Other hypothetical licencees are "free" to choose another method, like a USB dongle - which serves as an excellent illustration of why the silly "anti piracy" excuse I've seen used is total and utter bollocks. A USB dongle is no more secure just because a hardware vendor is forced to supply it with his hardware, than it is if it's supplied with a separately sold copy of AmigaOS!
No, Thendic haven't said that they'll get a license. They have said that they'd love to see AmigaOS run on their hardware, the Pegasos mobo. In the Normal (non-Amiga) world this means just that, that the software vendor ports his software, prints "runs on hardware X" on the CD cover, and tries to SELL as MANY COPIES as possible of his software!
No, the license is not free. There might be no fee, but there are royalties to use the licensed "Amiga" trademark. It wouldn't matter even if that would be free - there's still a licensing/bundling/OS-selling-and-supporting/dongl ing requirement made on hardware vendors, whereas a hardware vendor has the option to sell his hardware normally to everyone else. Which option is more attractive?
Do you think Apple will be interested in an Amiga license for their Macs?
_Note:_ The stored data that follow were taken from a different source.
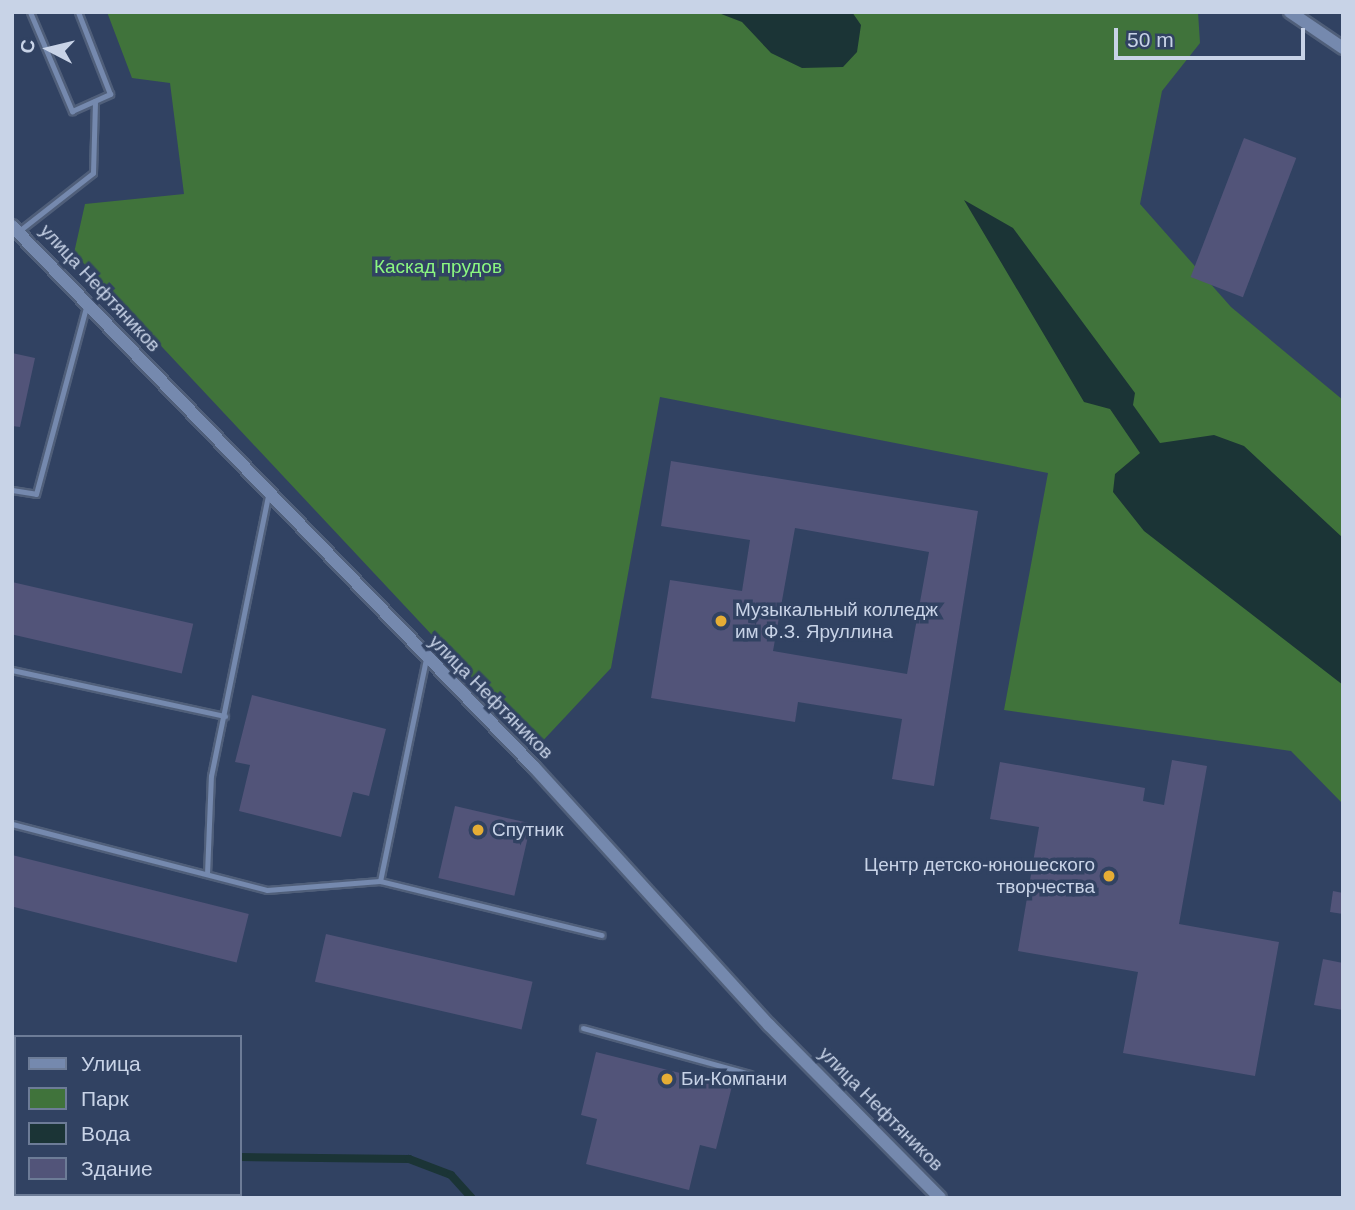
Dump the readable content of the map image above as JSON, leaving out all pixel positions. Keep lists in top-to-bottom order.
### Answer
{
  "streets": {
    "street": ["улица Нефтяников"]
  },
  "parks": ["Каскад прудов"],
  "places": [
    "Музыкальный колледж им Ф.З. Яруллина",
    "Спутник",
    "Центр детско-юношеского творчества",
    "Би-Компани"
  ],
  "legend": [
    "Улица",
    "Парк",
    "Вода",
    "Здание"
  ],
  "scale_bar": "50 m",
  "north": "left"
}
Do you think that even if someone else licensed/dongled a batch of Macs and distributed them with AmigaOS, it would be OK to not let AmigaOS and its customers have access to the ENTIRE Mac market, regardless of vendors and bundling/licensing agreements?
The bare board (Teron CX) is $300 without a CPU, in single specimens. Buy a container load, and...
One thing that's f*cked up is that potential AmigaOS users wouldn't be allowed to buy those boards, because they wouldn't be dongled, bundled with AmigaOS and sold via a licensed distributor.
It's Amiga Inc's decision to have AmigaOS run on third party hardware. In this case they license the "AmigaOne" trademark to one of the distributors of these Teron CX/PX motherboards, Eyetech. Just like they intend to license the trademark to any other hypothetical licensee of any other feasible hardware (too damn bad that there's a licensing requirement for AmigaOS to run on a piece of hardware in the first place though).
Mai Logic is behind the hardware. The hardware has been sold by them since august 2001.
2. Same reason you can call PPC Macs for Macs.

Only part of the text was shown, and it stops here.